Robie was a car enthusiast, and the large, adjoining garage and courtyard is now a visitor’s centre and bookshop. Like a number of Wright’s clients, Robie later suffered from business and marital problems, and the house was only occupied as a residence for some 16 years.
What is wrong with our industry? Recent reports on faulty, below-strength concrete being supplied to 70 building suites in Auckland during April is a serious indictment on both the concrete supply industry and the contractors on the sites involved.
It is also a sad reflection on the level of testing being carried out at both ends of the supply chain.
I know times have changed, but this highlights how far our industry has fallen below standards prior to 1970, where a clerk of works and/or a site engineer would not have let below-strength concrete slip through. This is taking us back to third world standards and must not be allowed to happen again.

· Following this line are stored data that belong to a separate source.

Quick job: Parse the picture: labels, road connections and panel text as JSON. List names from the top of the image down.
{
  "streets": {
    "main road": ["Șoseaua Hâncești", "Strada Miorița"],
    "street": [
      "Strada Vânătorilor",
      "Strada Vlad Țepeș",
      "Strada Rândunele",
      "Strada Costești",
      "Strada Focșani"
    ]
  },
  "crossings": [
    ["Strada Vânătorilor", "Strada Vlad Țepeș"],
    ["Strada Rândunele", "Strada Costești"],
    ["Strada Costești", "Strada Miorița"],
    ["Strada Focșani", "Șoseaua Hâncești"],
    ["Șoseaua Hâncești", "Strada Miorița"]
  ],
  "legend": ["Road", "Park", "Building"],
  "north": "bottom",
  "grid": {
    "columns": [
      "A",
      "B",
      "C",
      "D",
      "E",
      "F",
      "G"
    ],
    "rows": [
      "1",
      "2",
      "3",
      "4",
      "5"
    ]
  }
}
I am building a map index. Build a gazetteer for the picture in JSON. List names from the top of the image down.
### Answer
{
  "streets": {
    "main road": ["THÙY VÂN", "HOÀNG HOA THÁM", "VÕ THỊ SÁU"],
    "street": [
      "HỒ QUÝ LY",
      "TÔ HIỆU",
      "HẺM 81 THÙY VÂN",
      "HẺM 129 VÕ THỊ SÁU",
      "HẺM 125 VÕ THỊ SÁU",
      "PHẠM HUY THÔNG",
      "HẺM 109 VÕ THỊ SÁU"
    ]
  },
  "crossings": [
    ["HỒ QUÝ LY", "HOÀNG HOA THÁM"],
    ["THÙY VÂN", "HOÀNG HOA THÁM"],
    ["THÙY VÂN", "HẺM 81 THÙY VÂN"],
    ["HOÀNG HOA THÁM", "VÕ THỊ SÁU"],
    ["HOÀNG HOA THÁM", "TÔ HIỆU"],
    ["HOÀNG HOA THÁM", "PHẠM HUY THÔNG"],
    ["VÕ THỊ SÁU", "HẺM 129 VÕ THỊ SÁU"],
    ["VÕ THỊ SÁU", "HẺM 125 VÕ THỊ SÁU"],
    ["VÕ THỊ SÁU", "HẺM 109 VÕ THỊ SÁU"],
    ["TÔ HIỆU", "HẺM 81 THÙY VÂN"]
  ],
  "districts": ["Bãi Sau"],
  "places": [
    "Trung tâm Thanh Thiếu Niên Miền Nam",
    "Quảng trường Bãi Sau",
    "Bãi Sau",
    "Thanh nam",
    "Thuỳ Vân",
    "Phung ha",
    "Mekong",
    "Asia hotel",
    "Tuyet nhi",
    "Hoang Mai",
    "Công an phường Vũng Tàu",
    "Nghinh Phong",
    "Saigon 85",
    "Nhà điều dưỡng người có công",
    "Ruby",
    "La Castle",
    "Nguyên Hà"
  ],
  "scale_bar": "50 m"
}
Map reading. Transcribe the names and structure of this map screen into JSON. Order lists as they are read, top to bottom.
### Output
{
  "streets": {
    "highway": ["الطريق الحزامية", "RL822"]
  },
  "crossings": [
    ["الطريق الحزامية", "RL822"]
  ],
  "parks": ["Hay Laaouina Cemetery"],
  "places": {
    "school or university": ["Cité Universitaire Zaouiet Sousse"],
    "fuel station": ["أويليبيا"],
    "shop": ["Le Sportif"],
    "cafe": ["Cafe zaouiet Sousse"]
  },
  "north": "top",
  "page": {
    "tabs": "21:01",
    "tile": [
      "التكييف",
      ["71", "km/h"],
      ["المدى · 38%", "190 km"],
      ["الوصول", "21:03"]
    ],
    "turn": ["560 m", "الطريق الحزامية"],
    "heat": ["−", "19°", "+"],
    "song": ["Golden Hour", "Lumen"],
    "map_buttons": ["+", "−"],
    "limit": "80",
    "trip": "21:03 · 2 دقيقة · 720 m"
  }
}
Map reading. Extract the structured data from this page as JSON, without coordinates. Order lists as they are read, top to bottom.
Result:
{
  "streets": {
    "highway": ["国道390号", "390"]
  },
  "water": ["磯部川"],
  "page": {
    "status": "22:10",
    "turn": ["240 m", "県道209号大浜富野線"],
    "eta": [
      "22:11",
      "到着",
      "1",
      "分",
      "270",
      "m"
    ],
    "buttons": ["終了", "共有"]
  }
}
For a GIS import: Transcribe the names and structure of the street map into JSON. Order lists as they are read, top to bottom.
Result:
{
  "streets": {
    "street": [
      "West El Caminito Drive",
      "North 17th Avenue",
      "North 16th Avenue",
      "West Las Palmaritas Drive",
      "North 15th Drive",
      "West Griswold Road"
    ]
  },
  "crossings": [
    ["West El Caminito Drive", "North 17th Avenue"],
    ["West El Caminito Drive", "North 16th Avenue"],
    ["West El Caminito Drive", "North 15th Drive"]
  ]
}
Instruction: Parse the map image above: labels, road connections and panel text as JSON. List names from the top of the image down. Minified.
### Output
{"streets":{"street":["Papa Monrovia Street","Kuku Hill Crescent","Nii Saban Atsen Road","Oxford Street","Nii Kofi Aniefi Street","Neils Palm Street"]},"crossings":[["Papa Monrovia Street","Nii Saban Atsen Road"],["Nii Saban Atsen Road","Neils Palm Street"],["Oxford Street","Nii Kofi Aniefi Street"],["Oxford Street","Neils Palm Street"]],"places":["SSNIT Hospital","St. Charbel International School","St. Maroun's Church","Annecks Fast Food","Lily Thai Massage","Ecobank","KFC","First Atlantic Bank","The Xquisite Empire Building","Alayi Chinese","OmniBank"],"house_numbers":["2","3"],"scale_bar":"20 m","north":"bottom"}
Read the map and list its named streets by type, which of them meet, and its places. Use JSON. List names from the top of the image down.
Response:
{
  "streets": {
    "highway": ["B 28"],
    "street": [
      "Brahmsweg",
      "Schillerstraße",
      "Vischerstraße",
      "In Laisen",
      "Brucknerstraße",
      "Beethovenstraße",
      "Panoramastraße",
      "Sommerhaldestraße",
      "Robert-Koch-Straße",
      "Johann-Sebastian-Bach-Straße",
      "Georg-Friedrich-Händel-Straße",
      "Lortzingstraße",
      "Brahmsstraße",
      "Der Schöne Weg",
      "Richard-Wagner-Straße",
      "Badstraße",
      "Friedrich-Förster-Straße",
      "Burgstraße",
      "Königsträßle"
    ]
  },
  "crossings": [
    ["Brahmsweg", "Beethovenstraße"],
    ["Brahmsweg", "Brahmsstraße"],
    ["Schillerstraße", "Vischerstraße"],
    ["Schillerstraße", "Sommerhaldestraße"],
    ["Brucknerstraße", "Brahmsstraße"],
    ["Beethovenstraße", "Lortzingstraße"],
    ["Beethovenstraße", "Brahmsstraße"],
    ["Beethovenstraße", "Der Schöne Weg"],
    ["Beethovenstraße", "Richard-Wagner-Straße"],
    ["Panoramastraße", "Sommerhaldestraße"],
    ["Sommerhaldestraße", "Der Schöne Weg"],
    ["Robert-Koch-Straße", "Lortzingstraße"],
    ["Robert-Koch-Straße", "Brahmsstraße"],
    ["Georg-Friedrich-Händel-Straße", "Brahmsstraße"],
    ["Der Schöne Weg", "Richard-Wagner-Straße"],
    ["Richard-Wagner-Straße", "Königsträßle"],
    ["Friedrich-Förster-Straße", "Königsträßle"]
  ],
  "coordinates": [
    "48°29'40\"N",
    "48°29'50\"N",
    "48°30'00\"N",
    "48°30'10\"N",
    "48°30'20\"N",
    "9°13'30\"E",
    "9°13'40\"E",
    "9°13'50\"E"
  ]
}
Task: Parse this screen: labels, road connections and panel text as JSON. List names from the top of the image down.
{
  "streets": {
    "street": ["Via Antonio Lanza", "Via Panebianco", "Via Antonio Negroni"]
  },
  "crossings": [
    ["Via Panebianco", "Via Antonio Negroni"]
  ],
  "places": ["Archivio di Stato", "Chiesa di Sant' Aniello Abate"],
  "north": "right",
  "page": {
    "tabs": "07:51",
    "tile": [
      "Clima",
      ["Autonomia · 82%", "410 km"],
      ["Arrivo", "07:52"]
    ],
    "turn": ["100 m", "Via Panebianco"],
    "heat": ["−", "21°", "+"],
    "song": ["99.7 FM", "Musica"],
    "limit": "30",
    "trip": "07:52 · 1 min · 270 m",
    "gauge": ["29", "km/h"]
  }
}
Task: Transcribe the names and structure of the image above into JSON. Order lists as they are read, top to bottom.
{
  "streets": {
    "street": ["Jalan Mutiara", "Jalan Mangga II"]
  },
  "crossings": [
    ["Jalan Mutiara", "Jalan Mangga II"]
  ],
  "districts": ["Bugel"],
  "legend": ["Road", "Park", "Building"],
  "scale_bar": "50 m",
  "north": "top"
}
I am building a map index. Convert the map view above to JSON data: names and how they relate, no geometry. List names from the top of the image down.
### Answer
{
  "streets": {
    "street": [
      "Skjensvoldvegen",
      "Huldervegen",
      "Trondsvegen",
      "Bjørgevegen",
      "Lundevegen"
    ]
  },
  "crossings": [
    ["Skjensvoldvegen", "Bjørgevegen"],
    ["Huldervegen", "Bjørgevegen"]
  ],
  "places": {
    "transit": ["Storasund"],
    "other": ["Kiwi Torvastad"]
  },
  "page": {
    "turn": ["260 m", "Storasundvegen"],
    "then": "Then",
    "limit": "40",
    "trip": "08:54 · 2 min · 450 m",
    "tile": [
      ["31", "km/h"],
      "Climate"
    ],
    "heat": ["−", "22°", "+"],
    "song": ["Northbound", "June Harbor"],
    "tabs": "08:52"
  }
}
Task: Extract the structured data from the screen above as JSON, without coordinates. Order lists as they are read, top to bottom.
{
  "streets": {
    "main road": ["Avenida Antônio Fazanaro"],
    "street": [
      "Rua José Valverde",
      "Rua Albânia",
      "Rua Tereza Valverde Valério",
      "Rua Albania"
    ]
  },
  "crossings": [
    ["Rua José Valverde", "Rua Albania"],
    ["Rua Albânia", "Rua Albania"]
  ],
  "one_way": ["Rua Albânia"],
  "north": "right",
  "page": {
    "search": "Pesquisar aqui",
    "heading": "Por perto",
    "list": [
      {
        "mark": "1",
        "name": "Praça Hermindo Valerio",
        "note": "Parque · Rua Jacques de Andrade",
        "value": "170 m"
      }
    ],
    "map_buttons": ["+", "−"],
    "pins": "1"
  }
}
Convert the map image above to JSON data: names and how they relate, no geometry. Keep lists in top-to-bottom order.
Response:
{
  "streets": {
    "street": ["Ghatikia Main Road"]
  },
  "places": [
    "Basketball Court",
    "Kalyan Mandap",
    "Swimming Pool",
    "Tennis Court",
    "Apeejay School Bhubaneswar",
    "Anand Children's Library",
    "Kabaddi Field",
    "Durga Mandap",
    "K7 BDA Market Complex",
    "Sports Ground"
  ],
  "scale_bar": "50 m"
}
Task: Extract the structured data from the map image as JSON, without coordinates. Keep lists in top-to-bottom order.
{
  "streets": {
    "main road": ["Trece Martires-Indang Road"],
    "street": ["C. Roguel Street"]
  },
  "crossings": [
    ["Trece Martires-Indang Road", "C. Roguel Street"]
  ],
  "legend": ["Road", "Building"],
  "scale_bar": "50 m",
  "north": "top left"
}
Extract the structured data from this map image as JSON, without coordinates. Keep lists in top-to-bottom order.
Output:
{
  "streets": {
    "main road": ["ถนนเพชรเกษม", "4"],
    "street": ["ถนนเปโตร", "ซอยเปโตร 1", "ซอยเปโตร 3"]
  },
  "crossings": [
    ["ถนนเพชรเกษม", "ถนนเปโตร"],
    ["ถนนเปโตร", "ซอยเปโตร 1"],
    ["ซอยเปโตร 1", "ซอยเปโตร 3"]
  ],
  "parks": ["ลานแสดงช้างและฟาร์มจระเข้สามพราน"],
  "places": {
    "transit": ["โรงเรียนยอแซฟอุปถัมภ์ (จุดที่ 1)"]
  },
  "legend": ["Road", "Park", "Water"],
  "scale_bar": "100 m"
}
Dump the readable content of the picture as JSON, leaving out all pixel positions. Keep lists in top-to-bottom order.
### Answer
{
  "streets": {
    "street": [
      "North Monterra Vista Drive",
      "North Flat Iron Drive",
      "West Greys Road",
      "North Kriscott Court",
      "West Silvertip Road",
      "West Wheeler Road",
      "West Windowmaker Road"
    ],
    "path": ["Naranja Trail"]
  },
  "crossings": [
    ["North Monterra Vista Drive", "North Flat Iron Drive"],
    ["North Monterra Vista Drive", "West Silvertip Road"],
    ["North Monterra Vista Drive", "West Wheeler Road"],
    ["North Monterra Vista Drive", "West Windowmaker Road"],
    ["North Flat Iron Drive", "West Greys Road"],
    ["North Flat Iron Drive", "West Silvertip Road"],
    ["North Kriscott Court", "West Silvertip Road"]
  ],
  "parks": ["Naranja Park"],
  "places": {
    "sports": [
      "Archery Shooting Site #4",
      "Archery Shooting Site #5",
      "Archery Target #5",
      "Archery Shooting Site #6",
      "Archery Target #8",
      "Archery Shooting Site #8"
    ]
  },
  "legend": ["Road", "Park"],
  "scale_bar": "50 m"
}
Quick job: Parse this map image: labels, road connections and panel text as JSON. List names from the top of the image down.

A profession under pressure
I see that the New Zealand Institute of Architects (NZIA) — of which I remain a proud member — has expressed some concern about the standard of service some clients have been receiving from their architect, including lack of budgeting, insufficient documentation, too little communication and poor client relationships.
While I am no longer directly involved in design and construction, to me, cause and solution form an obvious equation: insufficient fees + partial service = a dissatisfied client.
The trend towards competitive fee bidding and the slow erosion of the level of architect/engineer involvement in the construction process has been with us since the mid-1980s.
The move away from building ownership by corporates, plus architects and engineers losing the project leadership role to the new profession of project management, put my profession firmly on the back foot.
And they remain in that uncomfortable position today.
The concerns expressed by the NZIA brings to mind the old saying about peanuts and monkeys. Incidentally, the peanut is not a nut but a legume related to beans and peas — but the saying still contains more than a kernel of truth.
The facade of a restaurant in Auckland’s Ponsonby Road displays a large sign reading: “These are the good old days”.
This is a reminder to all of us that, right or wrong, good or bad, this is our time, and we need to make the most of it. So let’s at least try to get it right.